But her glance had just fallen on the dray, a heavy, low conveyance, loaded with two blocks of stone, which five strong horses found difficulty in drawing. These two enormous masses, high and broad, a colossal lump fit to bar the line, stood there before her; and abruptly a look of covetousness came into her eyes, accompanied by a mad desire to take and place them on the rails. The gate was wide open, the five steaming, panting cattle were there waiting.

"What is the matter with you this morning?" resumed Cabuche. "You look quite funny."

Then Flore spoke.

"My mother died last night," said she.

He uttered a friendly exclamation of grief, and putting down his whip, took both her hands and pressed them in his own.

"Oh! my poor Flore!" he sighed. "It is only what one might have expected for a long time, but it is hard all the same. Then she is there. I will go and look at her, for we should have ended by agreeing, but for this misfortune."

He walked slowly with her to the house, but on the threshold he cast a glance towards his horses. In one sentence she set his mind at rest.

"There is no fear of them moving," she said. "And, besides, the express is a long way off."

She lied. Her experienced ear had just caught, in the gentle rustle of the country, the sound of the express leaving Barentin station. Another five minutes, and it would be there. It would issue from the cutting at a hundred yards from the level crossing.
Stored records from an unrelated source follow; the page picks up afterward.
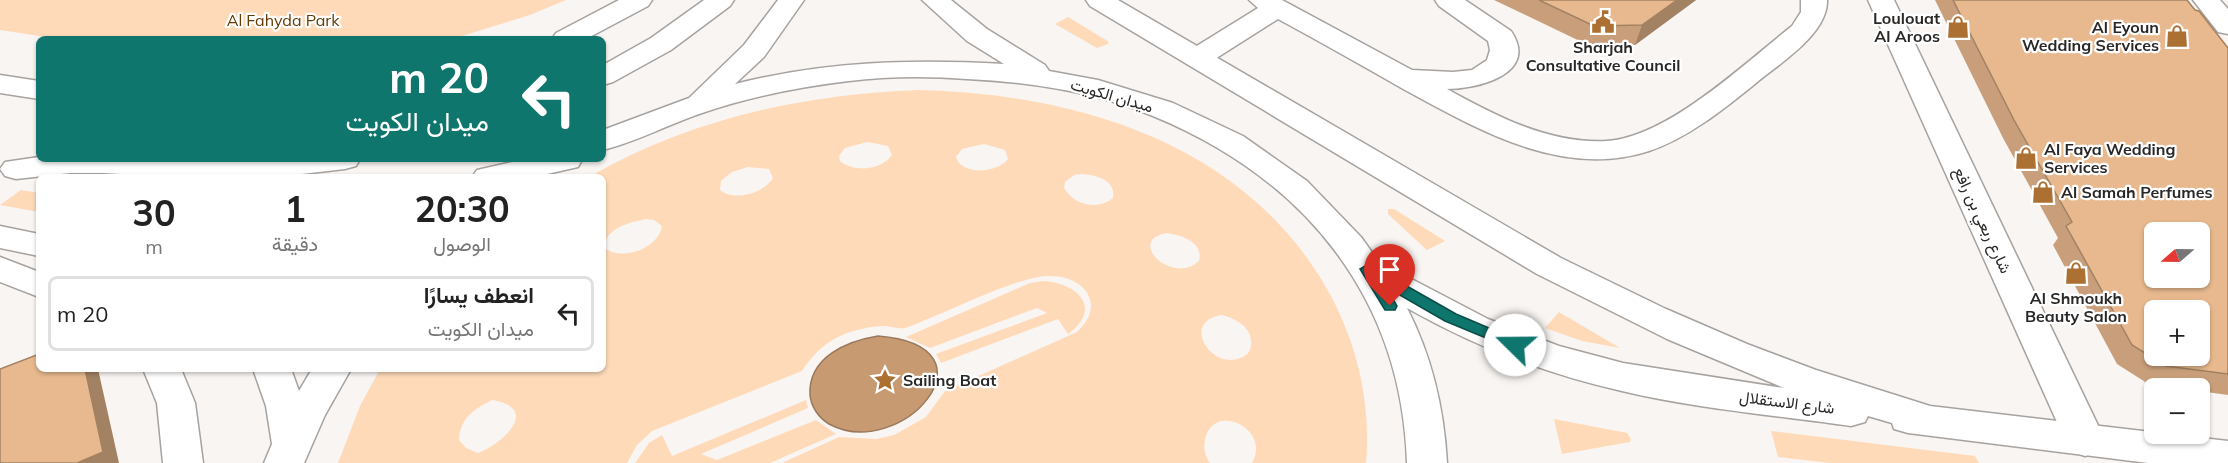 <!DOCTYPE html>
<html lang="ar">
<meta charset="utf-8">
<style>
:root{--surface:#fff;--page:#f6f6f6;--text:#222;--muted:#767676;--line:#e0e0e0}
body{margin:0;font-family:Mulish,Vazirmatn,sans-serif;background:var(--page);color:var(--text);direction:rtl;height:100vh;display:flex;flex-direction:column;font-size:22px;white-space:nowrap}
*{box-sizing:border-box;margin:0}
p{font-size:20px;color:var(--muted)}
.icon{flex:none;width:33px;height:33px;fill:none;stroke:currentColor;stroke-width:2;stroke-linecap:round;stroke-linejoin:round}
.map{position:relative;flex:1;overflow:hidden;direction:ltr}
.details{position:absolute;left:36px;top:174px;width:570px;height:198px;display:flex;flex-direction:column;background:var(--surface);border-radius:9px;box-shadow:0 2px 4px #0004;direction:rtl}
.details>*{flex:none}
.guide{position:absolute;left:36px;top:36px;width:570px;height:126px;border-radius:9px;box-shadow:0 2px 4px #0004;direction:rtl;background:#0f766e;color:#fff;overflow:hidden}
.needle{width:39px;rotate:250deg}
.controls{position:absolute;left:2144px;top:222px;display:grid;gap:12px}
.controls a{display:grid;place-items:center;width:66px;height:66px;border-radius:9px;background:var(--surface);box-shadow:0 2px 4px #0004;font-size:30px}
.pin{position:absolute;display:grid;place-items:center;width:51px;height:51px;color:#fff;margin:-62px -26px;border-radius:50% 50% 50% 0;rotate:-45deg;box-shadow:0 0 6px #0007}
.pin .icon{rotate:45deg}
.me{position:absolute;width:66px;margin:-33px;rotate:292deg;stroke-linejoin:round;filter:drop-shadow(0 0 4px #0008)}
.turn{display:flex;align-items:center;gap:21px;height:126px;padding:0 18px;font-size:27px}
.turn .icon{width:78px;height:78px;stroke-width:2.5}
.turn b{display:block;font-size:42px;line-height:51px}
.eta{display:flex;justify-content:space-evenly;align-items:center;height:102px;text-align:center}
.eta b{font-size:36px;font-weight:700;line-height:42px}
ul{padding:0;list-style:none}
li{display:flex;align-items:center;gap:18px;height:75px;margin:0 12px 9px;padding:0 6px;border:3px solid var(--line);border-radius:9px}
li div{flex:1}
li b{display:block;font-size:22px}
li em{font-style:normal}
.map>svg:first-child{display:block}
.green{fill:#ffdab9;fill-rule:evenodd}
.water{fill:#c89a71;stroke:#99785b;stroke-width:1.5}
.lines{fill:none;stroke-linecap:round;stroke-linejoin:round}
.minor-casing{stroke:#a6a29f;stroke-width:3}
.major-casing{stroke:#a6a29f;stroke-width:3}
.minor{fill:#fff;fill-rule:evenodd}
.major{fill:#fff;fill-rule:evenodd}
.wall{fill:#c89f7a}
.shaded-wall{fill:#a28263}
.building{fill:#e8b98e;stroke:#a28263;stroke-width:1.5;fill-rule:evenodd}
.route{fill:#0f766e;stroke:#0a4d48;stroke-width:1.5}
.labels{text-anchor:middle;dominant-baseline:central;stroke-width:4.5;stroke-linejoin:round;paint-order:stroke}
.poi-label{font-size:16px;font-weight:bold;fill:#2a2827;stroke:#fff;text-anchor:start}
.park-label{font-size:16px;fill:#653a04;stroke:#fff}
.street-label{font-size:16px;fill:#2a2827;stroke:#fff}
</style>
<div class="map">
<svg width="2228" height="463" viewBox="0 0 2228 463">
<rect width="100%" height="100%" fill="#f9f5f2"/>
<g class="green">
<path d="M 0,0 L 566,0 L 530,15 L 452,39 L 59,39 L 0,30 Z"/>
<path d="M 1068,17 L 1109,42 L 1108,44 L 1097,48 L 1055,24 Z"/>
<path d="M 919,90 C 1081,94 1249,145 1331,296 C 1358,347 1371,405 1366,463 L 1252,463 C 1272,428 1212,401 1205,440 C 1203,449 1205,456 1210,463 L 782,463 L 839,437 L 876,439 L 894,435 L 926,417 L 945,391 L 1077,332 C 1108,304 1083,274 1047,276 C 1016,278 961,306 930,318 C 922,321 913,326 905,328 C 899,329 892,327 886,326 C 870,326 853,330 838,337 C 822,345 811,357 802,371 L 652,431 L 637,445 L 627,463 L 338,463 L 360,406 L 380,369 L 603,369 L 603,177 L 589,177 C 690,119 804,94 919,90 ZM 867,142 L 888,146 L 892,155 C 882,170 854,173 840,161 L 839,156 L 845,148 ZM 984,144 L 1005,150 L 1008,159 C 998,173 961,176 956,157 L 962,149 ZM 748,167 L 769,169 L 773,178 C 764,193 734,202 720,190 L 721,181 L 732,172 ZM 1081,174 C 1095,175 1116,179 1113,198 C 1097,211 1074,205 1064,188 L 1065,182 L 1074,175 ZM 646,219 L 654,220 L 662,226 C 659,248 623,261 606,249 C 601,229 631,222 646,219 ZM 1167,233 C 1181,235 1204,242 1199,261 C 1172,286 1125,240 1167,233 ZM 1222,315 C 1237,319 1253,328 1251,345 C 1250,352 1247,356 1240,358 C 1211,370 1180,321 1222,315 ZM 492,400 C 541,408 504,443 478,453 L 466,448 L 459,440 C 460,418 474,409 492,400 Z"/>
<path d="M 21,190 L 39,193 L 39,212 L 0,205 Z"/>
<path d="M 1388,209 L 1394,209 L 1445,241 L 1427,250 L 1388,214 Z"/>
<path d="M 1043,281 C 1077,283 1104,308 1068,334 L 1058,319 L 941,363 L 936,354 L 1047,313 L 1037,308 L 930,348 L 906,337 L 1030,283 Z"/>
<path d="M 1559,312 L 1620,348 L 1582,341 L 1545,328 Z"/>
<path d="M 806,400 L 808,408 L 701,454 L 717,460 L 816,420 L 836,434 L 770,463 L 635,463 L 649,443 L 662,435 L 672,456 Z"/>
<path d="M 1554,419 L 1627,433 L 1631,439 L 1630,442 L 1562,454 Z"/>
<path d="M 1771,431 L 1975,456 L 1979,463 L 1830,463 L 1778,457 Z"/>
</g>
<path class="water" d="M 878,336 C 1004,346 901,463 829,424 C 819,418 811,407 810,395 C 808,357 847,341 878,336 Z"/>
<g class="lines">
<g class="minor-casing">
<g id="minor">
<path d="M 619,0 L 652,0 L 648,6 L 586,39 L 552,39 L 556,33 Z"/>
<path d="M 1249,0 L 1282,0 L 1412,70 L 1453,72 L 1472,70 L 1487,60 L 1490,50 L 1488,41 L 1439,6 L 1435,0 L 1465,0 L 1511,31 C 1540,74 1477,89 1447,89 C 1496,116 1549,144 1607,141 C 1668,137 1745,63 1792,26 L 1801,12 L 1801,0 L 1827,0 C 1828,34 1780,63 1756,83 C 1724,109 1688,138 1649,151 C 1562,179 1479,130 1405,90 C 1363,66 1321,42 1278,19 L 1207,64 L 1197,66 L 1187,64 L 1183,58 L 1187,52 L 1258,8 Z"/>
<path d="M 1868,0 L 1894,0 L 2105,440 L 2099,451 L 2085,456 L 2071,451 L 2065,440 Z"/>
<path d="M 2193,0 L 2220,0 L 2228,9 L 2228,34 L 2218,32 Z"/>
<path d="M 0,75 L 39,81 L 39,99 L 0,93 Z"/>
</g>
</g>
<g class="major-casing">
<g id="major">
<path d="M 704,0 L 734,0 L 730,6 L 671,50 L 613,82 L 603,85 L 603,65 L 651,38 Z"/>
<path d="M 778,0 L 804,0 L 764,57 L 735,84 C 826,61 911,59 1004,64 L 967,41 L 922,0 L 951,0 L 987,29 L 1045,65 L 1049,71 L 1098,80 L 1173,103 L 1243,136 L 1307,181 L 1361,237 L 1379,262 L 1488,319 L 1559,346 L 1623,363 L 1784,388 L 1667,339 L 1537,274 L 1090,6 L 1086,0 L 1118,0 L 1561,258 L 1666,309 L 1747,344 L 1816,370 L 1930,406 L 2228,441 L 2228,463 L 2148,463 L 1908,433 L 1894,429 L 1892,423 L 1868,416 L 1865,422 L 1851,426 C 1775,415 1697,409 1622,391 C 1546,374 1474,346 1407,308 C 1432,357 1444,408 1447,463 L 1407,463 C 1402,297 1304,178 1153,116 C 1095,92 1030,82 967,79 C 929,76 888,76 849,81 C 798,87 748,97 699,114 C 667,125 636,142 603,150 L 603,130 L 689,98 L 744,45 Z"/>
<path d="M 39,157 L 39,159 L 360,159 L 356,166 L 345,169 L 276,177 L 169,177 L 104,173 L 70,173 L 16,179 L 5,176 L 0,169 L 5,162 Z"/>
<path d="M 526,159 L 582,160 L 578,167 L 534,177 L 472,177 L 477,170 Z"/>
<path d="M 0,226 L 39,234 L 39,256 L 0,248 Z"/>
<path d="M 0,257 L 39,272 L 39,297 L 0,282 Z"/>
<path d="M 143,369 L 181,369 L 195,403 L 203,463 L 163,463 L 157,403 Z"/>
<path d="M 253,369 L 291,369 L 299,391 L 312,369 L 351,369 L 325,415 L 304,463 L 264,463 L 272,444 L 266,406 Z"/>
</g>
</g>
<use href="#minor" class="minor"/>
<use href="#major" class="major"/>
</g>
<g class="wall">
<path d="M 1494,0 L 1696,0 L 1635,45 L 1588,45 Z"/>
<path d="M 1935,0 L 2187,0 L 2228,48 L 2228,395 L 2199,391 L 2199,388 L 2178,388 L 2150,385 L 2117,364 L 2053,245 L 2058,238 L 2003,138 Z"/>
</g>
<g class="shaded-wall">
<path d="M 1677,0 L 1696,0 L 1635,45 L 1642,25 Z"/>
<path d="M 85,369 L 98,369 L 119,463 L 77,463 Z"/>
</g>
<g class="building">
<path d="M 1539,0 L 1677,0 L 1642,25 L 1594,26 Z"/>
<path d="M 1953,0 L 2187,0 L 2195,10 L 2199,11 L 2228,48 L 2228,374 L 2166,366 L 2132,345 L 2066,226 L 2072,222 L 2014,120 ZM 2154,232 L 2199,232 L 2199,278 L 2154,278 ZM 2154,310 L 2199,310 L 2199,356 L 2154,356 Z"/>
<path d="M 39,354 L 39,369 L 85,369 L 103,452 L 77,463 L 0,463 L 0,369 Z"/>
</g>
<path class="route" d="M 1368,264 L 1456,314 L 1520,341 L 1523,345 L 1520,348 L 1510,348 L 1445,321 L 1386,287 L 1397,306 L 1395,310 L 1385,310 L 1360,269 Z"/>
<defs>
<g id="civic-bare" transform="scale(1.8)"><path d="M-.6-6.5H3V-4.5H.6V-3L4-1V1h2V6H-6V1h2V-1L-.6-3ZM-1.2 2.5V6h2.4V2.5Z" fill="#ac7032" stroke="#fff" stroke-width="2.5" paint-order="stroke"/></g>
<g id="shop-bare" transform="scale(1.8)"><path d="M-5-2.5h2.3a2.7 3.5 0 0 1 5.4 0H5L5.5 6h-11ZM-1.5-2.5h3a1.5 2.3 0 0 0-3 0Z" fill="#ac7032" stroke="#fff" stroke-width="2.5" paint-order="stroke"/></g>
<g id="sight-bare" transform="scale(1.8)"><path d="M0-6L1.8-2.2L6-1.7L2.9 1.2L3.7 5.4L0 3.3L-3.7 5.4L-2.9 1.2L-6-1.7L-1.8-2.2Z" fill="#ac7032" stroke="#fff" stroke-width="2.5" paint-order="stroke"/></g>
</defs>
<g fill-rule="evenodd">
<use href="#civic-bare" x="1603" y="22"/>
<use href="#shop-bare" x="1958" y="27"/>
<use href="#shop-bare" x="2177" y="36"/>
<use href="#shop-bare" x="2026" y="158"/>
<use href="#shop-bare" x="2043" y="192"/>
<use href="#shop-bare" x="2076" y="273"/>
<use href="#sight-bare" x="885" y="380"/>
</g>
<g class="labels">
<g class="poi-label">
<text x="1940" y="18" text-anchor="end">Loulouat<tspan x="1940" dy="18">Al Aroos</tspan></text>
<text x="2159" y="27" text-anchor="end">Al Eyoun<tspan x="2159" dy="18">Wedding Services</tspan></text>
<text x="1603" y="47" text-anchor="middle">Sharjah<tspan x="1603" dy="18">Consultative Council</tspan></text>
<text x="2044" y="149">Al Faya Wedding<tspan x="2044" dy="18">Services</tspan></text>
<text x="2061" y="192">Al Samah Perfumes</text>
<text x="2076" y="298" text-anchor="middle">Al Shmoukh<tspan x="2076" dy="18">Beauty Salon</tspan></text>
<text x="903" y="380">Sailing Boat</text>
</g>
<g class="park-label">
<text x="283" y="20">Al Fahyda Park</text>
</g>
<g class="street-label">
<text transform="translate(1112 95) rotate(16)">ميدان الكويت</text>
<text transform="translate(1983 220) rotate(65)">شارع ربعي بن رافع</text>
<text transform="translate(1787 402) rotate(7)">شارع الاستقلال</text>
</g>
</g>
</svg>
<div class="controls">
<a><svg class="needle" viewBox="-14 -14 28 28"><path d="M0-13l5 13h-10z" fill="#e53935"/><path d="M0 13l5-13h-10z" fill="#767676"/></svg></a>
<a>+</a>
<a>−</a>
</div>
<div class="pin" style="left:1390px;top:306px;background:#d93025"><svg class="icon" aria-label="arrive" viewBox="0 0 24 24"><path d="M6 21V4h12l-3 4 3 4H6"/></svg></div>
<svg class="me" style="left:1515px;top:345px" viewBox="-20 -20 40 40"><circle r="19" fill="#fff"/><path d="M0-13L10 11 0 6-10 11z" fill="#0f766e"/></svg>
<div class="guide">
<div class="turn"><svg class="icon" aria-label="left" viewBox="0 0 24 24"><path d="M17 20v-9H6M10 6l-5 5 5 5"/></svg><div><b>20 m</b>ميدان الكويت</div></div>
</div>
<section class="details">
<div class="eta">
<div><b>20:30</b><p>الوصول</p></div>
<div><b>1</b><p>دقيقة</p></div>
<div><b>30</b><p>m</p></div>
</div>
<ul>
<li><svg class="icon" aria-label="left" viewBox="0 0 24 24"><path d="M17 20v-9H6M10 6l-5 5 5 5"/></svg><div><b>انعطف يسارًا</b><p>ميدان الكويت</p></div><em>20 m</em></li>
</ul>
</section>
</div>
While the quarryman stood in the room of the dead woman, feeling very much affected, with his thoughts adverting to Louisette and oblivious of everything else, Flore remained outside, in front of the window, listening to the distant regular puffing of the engine as it approached nearer and nearer. Suddenly she remembered Misard: he would see her, he would prevent her; and she felt a pang in the chest when, turning round, she could not perceive him in his box. But she discovered him on the other side of the house, digging up the ground at the foot of the masonry round the well, unable to overcome his searching mania, and doubtless all at once taken with the conviction that the hoard must be there. Entirely absorbed by his blind, sullen passion, he searched, searched. And this was her last excitation. Events themselves urged her on. One of the horses began to neigh, while the locomotive, at the other end of the cutting, puffed very loudly, like a person hastening along in a hurry.